De Lafontaine à Racine en passant par Bossé et Talbot… Jusqu’à l’homme-sandwich

© Emmannuel Galland

Le commissaire d’exposition et photographe Emmanuel Galland présente une exposition solo jusqu’au 21 juin prochain au Centre des arts et de la culture de Chicoutimi où deux séries sont mises en lumière.

De Lafontaine à Racine en passant par Bossé et Talbot
Si, dans le titre de la série De Lafontaine à Racine en passant par Bossé et Talbot, on reconnait aisément le nom de certaines artères bien connues de Chicoutimi, on découvrira ici une forme décalée de ce que l’on nomme « photographies de rue ».

En résidence au centre d’artistes Le LOBE en 2008, l’artiste photographe s’est arrêté sur les enseignes commerciales qui ponctuent les allées et venues dans la cité saguenéenne. L’automobile est reine, les centres d’achat pullulent, les enseignes font figure d’allées d’arbres de métaux et de lumières. Dans ce paysage nord-américain, les enseignes lumineuses s’affichent tout en cachant des qualités graphiques insoupçonnables et leurs diversités de contenus sont riches pour tout amateur de psychogéographie. Cette série de photographies documente des particularismes locaux et offrent de véritables portraits d’un territoire donné.

L’Homme-sandwich
D’un autre côté, qui est « L’Homme-sandwich »? Certains mettront un nom sur la personne portraiturée et répétée à foison dans l’espace d’exposition. Personnage public dans le milieu culturel, cet homme fort, barbu, tenu muet et stoïque en apparence ne dira rien pour le visiteur lambda.

Manifestement fan de musique, le modèle – comme tout à chacun –, n’est pas uniforme : on décèlera vite au travers des divers symboles graphiques appliqués sur sa poitrine certains festivals ou événements d’ici et d’autres goûts culturels moins attendus. Fan de tshirts ou fan tout court, JMER – son acronyme – se présente comme un porte-étendard ambulant, comme connoisseur (collectionneur spécialisé), comme consommateur culturel invétéré.

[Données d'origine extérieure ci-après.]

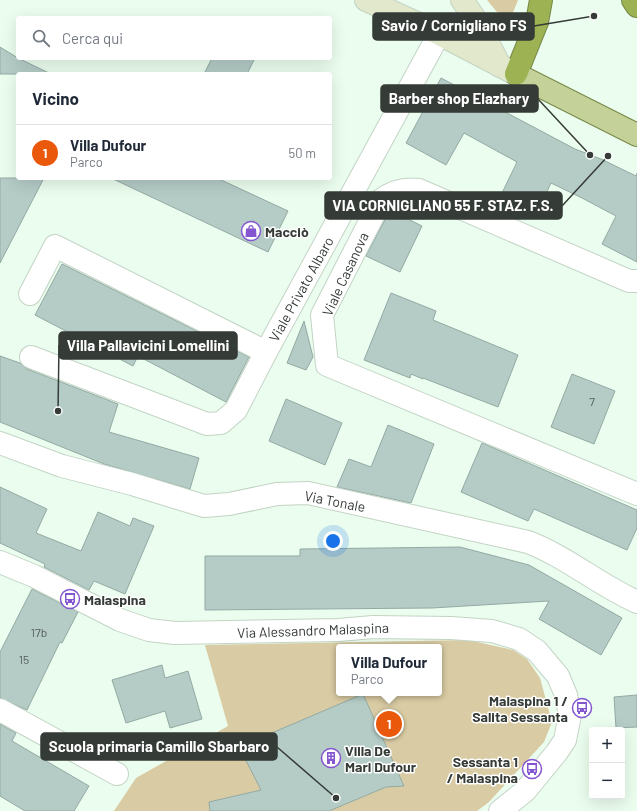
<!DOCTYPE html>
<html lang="it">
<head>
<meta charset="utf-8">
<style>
	body { margin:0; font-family:Barlow,sans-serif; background:#f6f6f7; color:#1f2937 }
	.controls { position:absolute; right:12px; bottom:12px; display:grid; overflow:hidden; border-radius:4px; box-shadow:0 4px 16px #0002 }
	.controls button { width:36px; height:36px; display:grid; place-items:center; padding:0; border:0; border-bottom:1px solid #e0e1e3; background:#fff; color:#1f2937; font:20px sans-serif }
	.you { position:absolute; left:333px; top:541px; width:14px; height:14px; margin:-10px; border:3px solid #fff; border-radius:50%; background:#1a73e8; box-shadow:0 0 0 6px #1a73e833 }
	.badge { display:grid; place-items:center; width:26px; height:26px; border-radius:50%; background:#ea580c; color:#fff; font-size:13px; font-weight:700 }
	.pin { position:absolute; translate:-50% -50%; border:2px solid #fff; box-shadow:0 1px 4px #0006 }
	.popup { position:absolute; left:336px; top:644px; width:106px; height:52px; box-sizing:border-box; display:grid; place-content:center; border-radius:4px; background:#fff; filter:drop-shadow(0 1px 3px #0005); font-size:13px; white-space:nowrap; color:#747a83 }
	.popup b { font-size:15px; color:#1f2937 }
	.popup::after { content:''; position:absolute; left:50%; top:100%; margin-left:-8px; border:8px solid transparent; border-top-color:#fff }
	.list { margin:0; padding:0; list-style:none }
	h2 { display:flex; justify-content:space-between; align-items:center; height:52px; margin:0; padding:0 16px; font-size:17px }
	h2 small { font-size:13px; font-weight:400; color:#747a83 }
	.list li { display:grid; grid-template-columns:26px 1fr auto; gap:12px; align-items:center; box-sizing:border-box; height:56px; padding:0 16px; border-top:1px solid #e0e1e3 }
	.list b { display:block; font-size:15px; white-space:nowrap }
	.list p { margin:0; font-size:13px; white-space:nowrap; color:#747a83 }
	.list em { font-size:13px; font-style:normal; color:#747a83 }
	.icon { flex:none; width:22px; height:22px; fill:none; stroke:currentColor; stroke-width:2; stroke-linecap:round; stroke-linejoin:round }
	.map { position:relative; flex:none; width:637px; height:811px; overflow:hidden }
	.search { position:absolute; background:#fff; box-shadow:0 4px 16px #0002; left:16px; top:16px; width:316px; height:44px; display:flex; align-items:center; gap:10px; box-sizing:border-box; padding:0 14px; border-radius:4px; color:#747a83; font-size:15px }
	.panel { position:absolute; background:#fff; box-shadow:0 4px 16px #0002; left:16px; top:72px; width:316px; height:108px; border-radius:4px }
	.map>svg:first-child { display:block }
</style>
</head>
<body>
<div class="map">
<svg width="637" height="811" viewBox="0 0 637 811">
	<rect width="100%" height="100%" fill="#ebfdee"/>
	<g fill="#d9cba3" fill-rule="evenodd">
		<path d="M487,0h31l-8,20 -14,-9z"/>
		<path d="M468,640l45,10 14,9 13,19 12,44 -8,20 -55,60 -12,9h-363l22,-33 92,-52 -23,-81zM339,647h100v46h-100z"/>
	</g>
	<g fill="#b4cbc6" stroke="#93aaa4">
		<path d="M0,47l18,11 33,16h-51z"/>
		<path d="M212,58h43l-8,16h-43z"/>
		<path d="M441,78l134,71 26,10 35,17 1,-3v89l-35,-18 14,-28 -34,-18 -31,-15 -13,28 -36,-18 15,-31 -53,-29 -18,32 -40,-22z"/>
		<path d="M0,178h44l-44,85z"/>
		<path d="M111,178h106l71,33 -20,41z"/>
		<path d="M390,210l32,16 -22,46 -34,-16z"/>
		<path d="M62,264l187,93 -23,45 -88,-46 -5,10 -98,-51z"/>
		<path d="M391,293l45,18 -3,9 85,35 -20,52 -75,-29v1l-12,-5 -1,4 -46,-18z"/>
		<path d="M304,321l9,36 -7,13 -19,-7z"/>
		<path d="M0,356l20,7 7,6 91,35 -9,28 90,26 -9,31 -86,-25 -104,-42z"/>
		<path d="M572,374l43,17 -21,53 -43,-17z"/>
		<path d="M286,399l56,24 -17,42 -56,-24z"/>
		<path d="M388,425l46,19 -23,59 -74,-16 12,-28 22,8z"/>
		<path d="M482,443l155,67v18l-10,22 -93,-41 -6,12 -67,-29z"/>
		<path d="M0,487l47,22 -11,24 45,18 17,-39 32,14 3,-8 21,8 -29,68 -31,-13 -5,9 -45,-23 1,-3 -45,-21z"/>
		<path d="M460,547l69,18 93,53 -21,37 -62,-36 10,-18 -117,7 -227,2v-54h95v-7z"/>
		<path d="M32,589l46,23 -16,31 -2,-1 -33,68 -27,-12v-46z"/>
		<path d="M162,665l3,13 23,-7 14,48 -32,9 -5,-17 -39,12 -14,-43z"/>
		<path d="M363,694l41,92 -18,1 -57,24h-119l-1,-9 52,-12 -22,-43z"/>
		<path d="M637,695v32l-21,1 -2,-31z"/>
		<path d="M0,724l16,9 -4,8 77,45 -15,25h-49l-25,-15z"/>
	</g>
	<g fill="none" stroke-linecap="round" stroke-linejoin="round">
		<defs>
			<g id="street">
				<path d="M637,281h-8l-210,-91c-15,-2 -26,1 -38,10l-59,115 5,50 310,129"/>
				<path d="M30,294l25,-48 211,106 173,-318"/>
				<path d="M31,357l176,67 14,-1 15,-13 30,-58"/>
				<path d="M0,443l62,23 70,18 72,22 25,-2 48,-10 31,-1 220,49c39,15 71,43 109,60"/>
				<path d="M0,562l34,14 86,44 29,10 26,3 164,-3 34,-3 78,1 41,3 27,8 18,12 21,25 8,19 4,20 -5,25 -8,12 -32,39 -25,20"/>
				<path d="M0,710l117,64"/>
			</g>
			<g id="secondary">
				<path d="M366,0l64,29 86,45"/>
				<path d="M462,0l16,23 22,43"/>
			</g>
			<path id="primary" d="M516,74l121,61"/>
			<g id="highway">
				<path d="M633,0l4,6"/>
				<path d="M516,74l21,-52 4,-22"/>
			</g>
		</defs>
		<use href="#street" stroke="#c3d4c5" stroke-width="24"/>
		<use href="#secondary" stroke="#c3d4c5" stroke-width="24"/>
		<use href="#primary" stroke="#798849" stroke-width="24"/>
		<use href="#highway" stroke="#798849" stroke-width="24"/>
		<use href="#street" stroke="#fff" stroke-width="22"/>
		<use href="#secondary" stroke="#e2e8cb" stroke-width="22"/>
		<use href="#primary" stroke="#c4d198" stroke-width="22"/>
		<use href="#highway" stroke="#9db253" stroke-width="22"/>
	</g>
	<defs>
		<symbol id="shop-ring" viewBox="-11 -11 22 22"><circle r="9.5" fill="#fff" stroke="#8457d1" stroke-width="1.5"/><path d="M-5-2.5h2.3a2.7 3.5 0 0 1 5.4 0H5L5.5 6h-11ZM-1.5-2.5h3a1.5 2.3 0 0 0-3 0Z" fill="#8457d1"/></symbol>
		<symbol id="bus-ring" viewBox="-11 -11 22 22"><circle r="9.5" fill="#fff" stroke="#8457d1" stroke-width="1.5"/><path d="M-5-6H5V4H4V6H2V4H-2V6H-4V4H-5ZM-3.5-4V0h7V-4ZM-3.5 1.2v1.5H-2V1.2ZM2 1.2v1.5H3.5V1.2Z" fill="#8457d1"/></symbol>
		<symbol id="building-ring" viewBox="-11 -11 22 22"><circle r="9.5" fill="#fff" stroke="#8457d1" stroke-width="1.5"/><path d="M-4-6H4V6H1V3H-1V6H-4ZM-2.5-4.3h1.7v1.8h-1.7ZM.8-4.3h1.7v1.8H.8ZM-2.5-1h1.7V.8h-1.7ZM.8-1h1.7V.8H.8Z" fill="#8457d1"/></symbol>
	</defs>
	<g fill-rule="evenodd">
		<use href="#shop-ring" x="240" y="220" width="22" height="22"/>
		<use href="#bus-ring" x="59" y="588" width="22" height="22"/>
		<use href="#bus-ring" x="571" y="697" width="22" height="22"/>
		<use href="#building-ring" x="320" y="747" width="22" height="22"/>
		<use href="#bus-ring" x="521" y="758" width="22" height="22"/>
	</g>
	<g text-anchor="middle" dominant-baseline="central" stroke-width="3" stroke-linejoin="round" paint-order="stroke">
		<g font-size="12" fill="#555f5a">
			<text x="592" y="401">7</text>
			<text x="39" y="632">17b</text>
			<text x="24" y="659">15</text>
		</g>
		<g font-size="14" font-weight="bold" fill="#353b36" stroke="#fff" text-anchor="start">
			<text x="265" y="231">Macciò</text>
			<text x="84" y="599">Malaspina</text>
			<text x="568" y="700" text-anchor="end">Malaspina 1 /<tspan x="568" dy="16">Salita Sessanta</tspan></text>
			<text x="345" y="750">Villa De<tspan x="345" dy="16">Mari Dufour</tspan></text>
			<text x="518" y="761" text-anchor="end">Sessanta 1<tspan x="518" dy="16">/ Malaspina</tspan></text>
		</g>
		<g font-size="14" fill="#353b36" stroke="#fff">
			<text transform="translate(345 274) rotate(-65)">Viale Casanova</text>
			<text transform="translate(301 289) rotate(-61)">Viale Privato Albaro</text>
			<text transform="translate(335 501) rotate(11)">Via Tonale</text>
			<text transform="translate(313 630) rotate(-2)">Via Alessandro Malaspina</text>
		</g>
	</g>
	<path fill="none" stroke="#353b36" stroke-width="1.5" d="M594 16L534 26M590 155L538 99M608 156L562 206M58 411L59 345M336 798L277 747"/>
	<g fill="#353b36" stroke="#fff" stroke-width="1.5">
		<circle cx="594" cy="16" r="4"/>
		<circle cx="590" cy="155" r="4"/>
		<circle cx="608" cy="156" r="4"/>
		<circle cx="58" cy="411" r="4"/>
		<circle cx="336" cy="798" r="4"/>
	</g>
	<g fill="#353b36" stroke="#353b36" stroke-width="1.5">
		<rect x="373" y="13" width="161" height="27" rx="4"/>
		<rect x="381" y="85" width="157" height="27" rx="4"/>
		<rect x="325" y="192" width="237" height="27" rx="4"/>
		<rect x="59" y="332" width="178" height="27" rx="4"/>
		<rect x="41" y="733" width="236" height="27" rx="4"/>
	</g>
	<g font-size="15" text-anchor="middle" font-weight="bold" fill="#fff">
		<text x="454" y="31">Savio / Cornigliano FS</text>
		<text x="459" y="104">Barber shop Elazhary</text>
		<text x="443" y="211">VIA CORNIGLIANO 55 F. STAZ. F.S.</text>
		<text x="148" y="351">Villa Pallavicini Lomellini</text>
		<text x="159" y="752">Scuola primaria Camillo Sbarbaro</text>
	</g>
</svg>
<div class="controls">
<button>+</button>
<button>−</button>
</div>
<div class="you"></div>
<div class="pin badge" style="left:389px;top:724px">1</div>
<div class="popup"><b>Villa Dufour</b>Parco</div>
<div class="search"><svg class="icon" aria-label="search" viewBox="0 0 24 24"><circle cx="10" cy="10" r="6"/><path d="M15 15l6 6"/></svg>Cerca qui</div>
<section class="panel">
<h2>Vicino<small></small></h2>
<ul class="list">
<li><span class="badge">1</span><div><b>Villa Dufour</b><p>Parco</p></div><em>50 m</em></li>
</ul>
</section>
</div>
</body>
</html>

Près de deux cents impressions photographiques sont présentées dans la galerie de façon éclatées en formats divers sur les murs. Démultiplié et même renversé, oui, mais le modèle est unique et la pose identique. Le tshirt est vu ici comme dénominateur commun de tout attribut vestimentaire où le logo de la marque (ou du band) s’étale comme une marque d’appartenance à une classe, à un clan. Support identificatoire, le t-shirt fait loi.

© Emmanuel Galland/Nélanne Racine

Biographie
Emmanuel Galland vit et travaille à Montréal depuis 1989. Formé en arts plastiques et en histoire de l’art à l’Université de Montréal, il travaille comme artiste, commissaire et consultant en cultures & communications, pratiques qui fusionnent parfois. Depuis 1997, il a exposé à Langage Plus et à Séquence, résidé au Centre Sagamie, au LOBE et au Centre Bang et donné des formations pour le Conseil de la culture du SLSJ, il a également commissarié deux expositions au Centre national des arts (Jonquière).